The 'golden era' is over for Australian banks

Photo: Getty / File.

Australia’s big four banks just posted a record $30 billion in combined cash profit, a rise of 5.4%.

While that’s a healthy return in the current business environment, analysts believe there are hard decisions ahead if the banks want to continue to get results like these and keep paying strong dividends to maintain shareholder love.

“Slowing growth and declining returns are a clear signal that we’ve reached the end of the banks’ golden era,” says Tim Dring, a banking expert at EY.

Behind the headlines about record profits are some weaker numbers pointing to problems ahead.

Across the four banks, return on equity (ROE) is down to 15% from 15.5% and this is expected to deteriorate further once the latest round of capital raising, needed to meet stricter capital rules, flows through in the current financial year.

And net interest margins (NIM) — the different between interest income and the cost of providing loan money – are at a record low of 2.02%, down from 2.07% a year ago.

Dring, Oceania banking and capital markets leader at EY, told Business Insider the banks face further challenges around productivity.

“The banks reported strong results for 2015 but there are significant headwinds facing them,” says Dring.

“Despite all the efforts around innovation that the banks are taking, including increased technology spend, they are still struggling to improve their cost to income ratios. They are spending more to get the same income.”
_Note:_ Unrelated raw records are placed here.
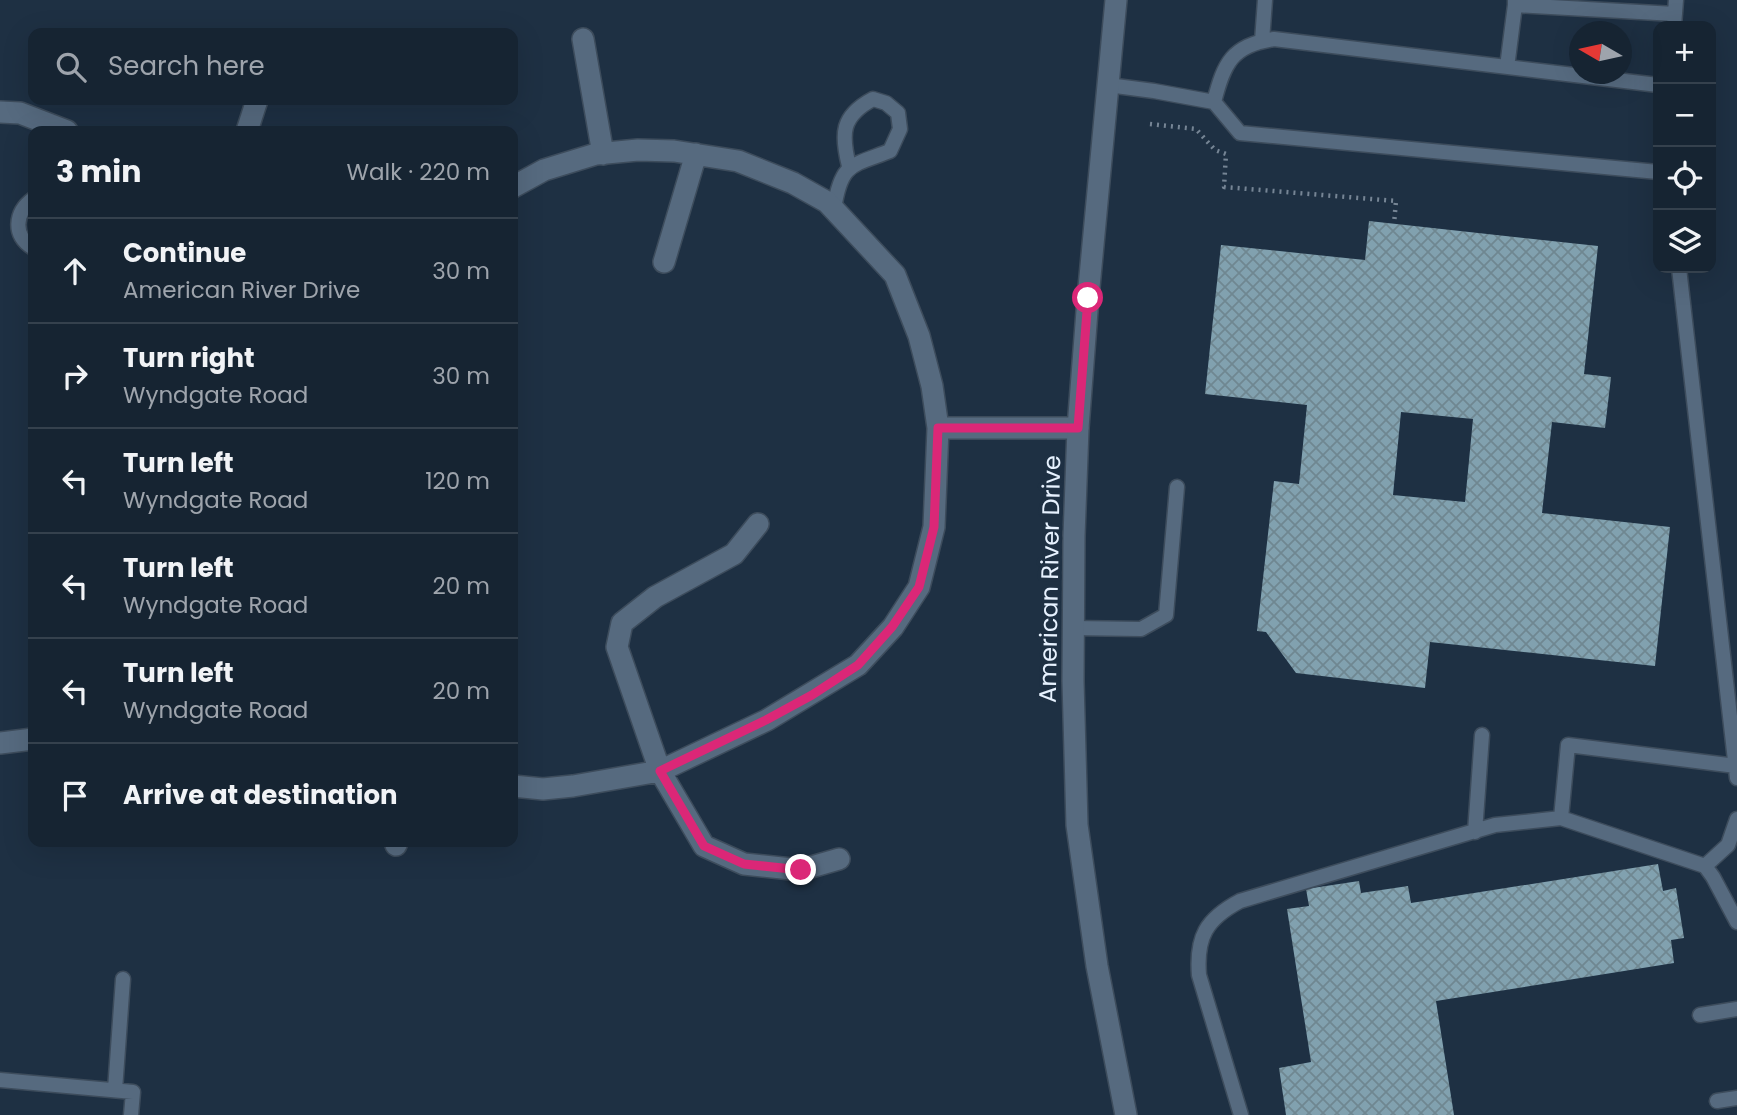 <!DOCTYPE html>
<html lang="en">
<head>
<meta charset="utf-8">
<style>
  body { margin:0; font-family:Poppins,sans-serif; background:#23303e; color:#f1f3f6 }
  .controls { position:absolute; right:21px; top:21px; display:grid; overflow:hidden; border-radius:14px; box-shadow:0 7px 28px #0002 }
  .controls button { width:63px; height:63px; display:grid; place-items:center; padding:0; border:0; border-bottom:2px solid #35414d; background:#162432; color:#f1f3f6; font:35px sans-serif }
  .compass { position:absolute; left:1569px; top:21px; width:63px; height:63px; border-radius:50%; background:#162432; box-shadow:0 7px 28px #0002; rotate:279deg }
  .stop { position:absolute; width:21px; height:21px; margin:-16px; border:5px solid #db2777; border-radius:50%; background:#fff }
  .stop.end { background:#db2777; border-color:#fff; box-shadow:0 2px 7px #0008 }
  .list { margin:0; padding:0; list-style:none }
  h2 { display:flex; justify-content:space-between; align-items:center; height:91px; margin:0; padding:0 28px; font-size:30px }
  h2 small { font-size:23px; font-weight:400; color:#9ea4ac }
  .list li { display:grid; grid-template-columns:46px 1fr auto; gap:21px; align-items:center; box-sizing:border-box; height:105px; padding:0 28px; border-top:2px solid #35414d }
  .list b { display:block; font-size:26px; white-space:nowrap }
  .list p { margin:0; font-size:23px; white-space:nowrap; color:#9ea4ac }
  .list em { font-size:23px; font-style:normal; color:#9ea4ac }
  .icon { flex:none; width:38px; height:38px; fill:none; stroke:currentColor; stroke-width:2; stroke-linecap:round; stroke-linejoin:round }
  .map { position:relative; flex:none; width:1737px; height:1115px; overflow:hidden }
  .search { position:absolute; background:#162432; box-shadow:0 7px 28px #0002; left:28px; top:28px; width:490px; height:77px; display:flex; align-items:center; gap:18px; box-sizing:border-box; padding:0 24px; border-radius:14px; color:#9ea4ac; font-size:26px }
  .panel { position:absolute; background:#162432; box-shadow:0 7px 28px #0002; left:28px; top:126px; width:490px; height:721px; border-radius:14px }
  .map>svg:first-child { display:block }
</style>
</head>
<body>
<div class="map">
<svg width="1737" height="1115" viewBox="0 0 1737 1115">
  <defs>
    <pattern id="building-cross-hatch" width="8" height="8" patternUnits="userSpaceOnUse" patternTransform="scale(1.75)"><rect width="8" height="8" fill="#81a1af"/><path d="M0 0l8 8M0 8l8-8" fill="none" stroke="#6f8791"/></pattern>
  </defs>
  <rect width="100%" height="100%" fill="#1e3043"/>
  <path fill="url(#building-cross-hatch)" fill-rule="evenodd" d="M1369 221 1598 246 1584 374 1611 377 1605 428 1552 422 1542 513 1670 527 1655 666 1430 642 1425 688 1296 673 1266 632 1257 631 1274 481 1299 484 1307 405 1205 394 1221 245 1365 260ZM1401 412 1473 419 1465 502 1393 495Z
    M1658 864 1663 891 1676 888 1684 938 1671 940 1674 963 1436 1001 1454 1115H1286L1279 1068 1311 1062 1287 909 1309 906 1306 889 1359 881 1361 893 1408 886 1411 903Z"/>
  <g fill="none" stroke-linecap="round" stroke-linejoin="round">
    <defs>
      <path id="service" d="M1515 0V5L1675 14
        M1674 26 1676 0
        M1262 41 1265 0
        M1507 67 1515 5
        M1108 85 1154 91 1214 102C1224 63 1232 45 1274 39L1658 85
        M1214 102 1240 133 1658 172
        M33 199C15 212 12 236 33 248
        M834 209C841 163 851 166 890 151L900 129 898 113 886 103 873 99C841 116 841 134 849 166
        M1679 268 1737 778
        M1073 628 1141 629 1166 615 1177 487
        M1561 818 1568 745 1736 766
        M1475 832 1482 735
        M1705 866 1713 877 1737 922
        M1700 1015 1737 1009
        M0 1080 133 1092 131 1115
        M115 1090 123 979
        M1717 1101 1737 1098
        M1241 1115 1199 975C1196 937 1206 919 1240 901L1495 825 1561 818 1705 866 1728 845 1737 819"/>
      <path id="minor" d="M583 39 603 154
        M0 112 20 113 67 131
        M247 131 257 100
        M513 187 544 170 596 154 638 150 674 151 738 161 793 183 827 202 895 275 919 336 932 386 938 428 934 527 919 587 893 627 858 665 767 720 660 771 573 786 543 789 513 786
        M664 262 696 154
        M938 428H1078
        M758 524 734 554 655 597 622 623 617 647 660 771 704 846 744 864 801 870 839 859
        M0 743 33 739
        M396 845 397 842"/>
      <path id="tertiary" d="M1116 0 1088 298 1078 428 1074 536 1073 681 1077 825 1097 966 1126 1115"/>
    </defs>
    <use href="#service" stroke="#3d4c5c" stroke-width="17"/>
    <use href="#minor" stroke="#3d4c5c" stroke-width="24"/>
    <use href="#tertiary" stroke="#3d4c5c" stroke-width="24"/>
    <path stroke="#768595" stroke-width="4.5" stroke-dasharray="2 5" stroke-linecap="butt" d="M1150 124 1196 129 1215 150 1226 154 1224 187 1396 201 1394 224"/>
    <use href="#service" stroke="#566a7f" stroke-width="14"/>
    <use href="#minor" stroke="#566a7f" stroke-width="21"/>
    <use href="#tertiary" stroke="#566a7f" stroke-width="21"/>
  </g>
  <g fill="none" stroke-linecap="round" stroke-linejoin="round">
    <path stroke="#db2777" stroke-width="9" d="M801 870 744 864 704 846 660 771 766 720 812 695 858 665 892 627 919 587 934 527 938 428H1078L1088 298"/>
  </g>
  <g text-anchor="middle" stroke-width="7" stroke-linejoin="round" paint-order="stroke">
    <g font-size="24" fill="#e7f2ff" stroke="#1e3043">
      <text transform="translate(1050 579) rotate(-89)" y="8">American River Drive</text>
    </g>
  </g>
</svg>
<div class="controls">
<button>+</button>
<button>−</button>
<button><svg class="icon" aria-label="locate" viewBox="0 0 24 24"><circle cx="12" cy="12" r="6"/><path d="M12 2v4M12 18v4M2 12h4M18 12h4"/></svg></button>
<button><svg class="icon" aria-label="layers" viewBox="0 0 24 24"><path d="M12 4l9 5-9 5-9-5zM3 14l9 5 9-5"/></svg></button>
</div>
<svg class="compass" viewBox="-18 -18 36 36"><path d="M0-13l5 13h-10z" fill="#e53935"/><path d="M0 13l5-13h-10z" fill="#9ea4ac"/></svg>
<div class="stop" style="left:1088px;top:298px"></div>
<div class="stop end" style="left:801px;top:870px"></div>
<div class="search"><svg class="icon" aria-label="search" viewBox="0 0 24 24"><circle cx="10" cy="10" r="6"/><path d="M15 15l6 6"/></svg>Search here</div>
<section class="panel">
<h2>3 min<small>Walk · 220 m</small></h2>
<ul class="list">
<li><svg class="icon" aria-label="ahead" viewBox="0 0 24 24"><path d="M12 20V5M6 11l6-6 6 6"/></svg><div><b>Continue</b><p>American River Drive</p></div><em>30 m</em></li>
<li><svg class="icon" aria-label="right" viewBox="0 0 24 24"><path d="M7 20v-9h11M14 6l5 5-5 5"/></svg><div><b>Turn right</b><p>Wyndgate Road</p></div><em>30 m</em></li>
<li><svg class="icon" aria-label="left" viewBox="0 0 24 24"><path d="M17 20v-9H6M10 6l-5 5 5 5"/></svg><div><b>Turn left</b><p>Wyndgate Road</p></div><em>120 m</em></li>
<li><svg class="icon" aria-label="left" viewBox="0 0 24 24"><path d="M17 20v-9H6M10 6l-5 5 5 5"/></svg><div><b>Turn left</b><p>Wyndgate Road</p></div><em>20 m</em></li>
<li><svg class="icon" aria-label="left" viewBox="0 0 24 24"><path d="M17 20v-9H6M10 6l-5 5 5 5"/></svg><div><b>Turn left</b><p>Wyndgate Road</p></div><em>20 m</em></li>
<li><svg class="icon" aria-label="arrive" viewBox="0 0 24 24"><path d="M6 21V4h12l-3 4 3 4H6"/></svg><div><b>Arrive at destination</b></div></li>
</ul>
</section>
</div>
</body>
</html>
Overall, cost to income ratios are 44.08%, up from 43.93% in the prior year, a 15 basis points rise.

The ANZ’s cost to income ratios increased 70 basis points, Westpac’s by 90 basis points, NAB’s fell 90 basis points and CBA’s fell 10 basis points.

The banks are also seeing intense competition in business and institutional banking.

“There’s a lot of competition and you are also seeing low levels of investment in that part of the economy,” Dring says. “Institutional loans are highly competitive at this point in time.

“Loan growth is going to be critical for ensuring that banks can grow and at least match the reported profits in prior years.”

The decision by Westpac, Commonwealth, ANZ and NAB to raise home loan interest rates may help margins with existing customers but there is still strong competition for new business, with most offering low introductory rates.

Andrew Dickinson, Asia Pacific head of Banking for KPMG, says revenue and margin headwinds, rising costs and capital levels, with a deteriorating credit quality outlook, all mean the majors will face challenges in reversing declining returns.

“Recent increases in home lending rates have shown that the banks do have some market power to improve margins,” he says. “But careful balancing of shareholder and customer interests will be required in future to ensure disruptors are not further emboldened to attack established lenders’ business models.”

Dickinson says banks face more competition from fintech disruptors, increased lending losses and a need to generate returns to shareholders.

“Real courage will need to be shown by bank management over the next few years, and if banks push too hard on maintaining short term return to shareholders, they risk significantly damaging their long term franchise value and reputations,” says Dickinson.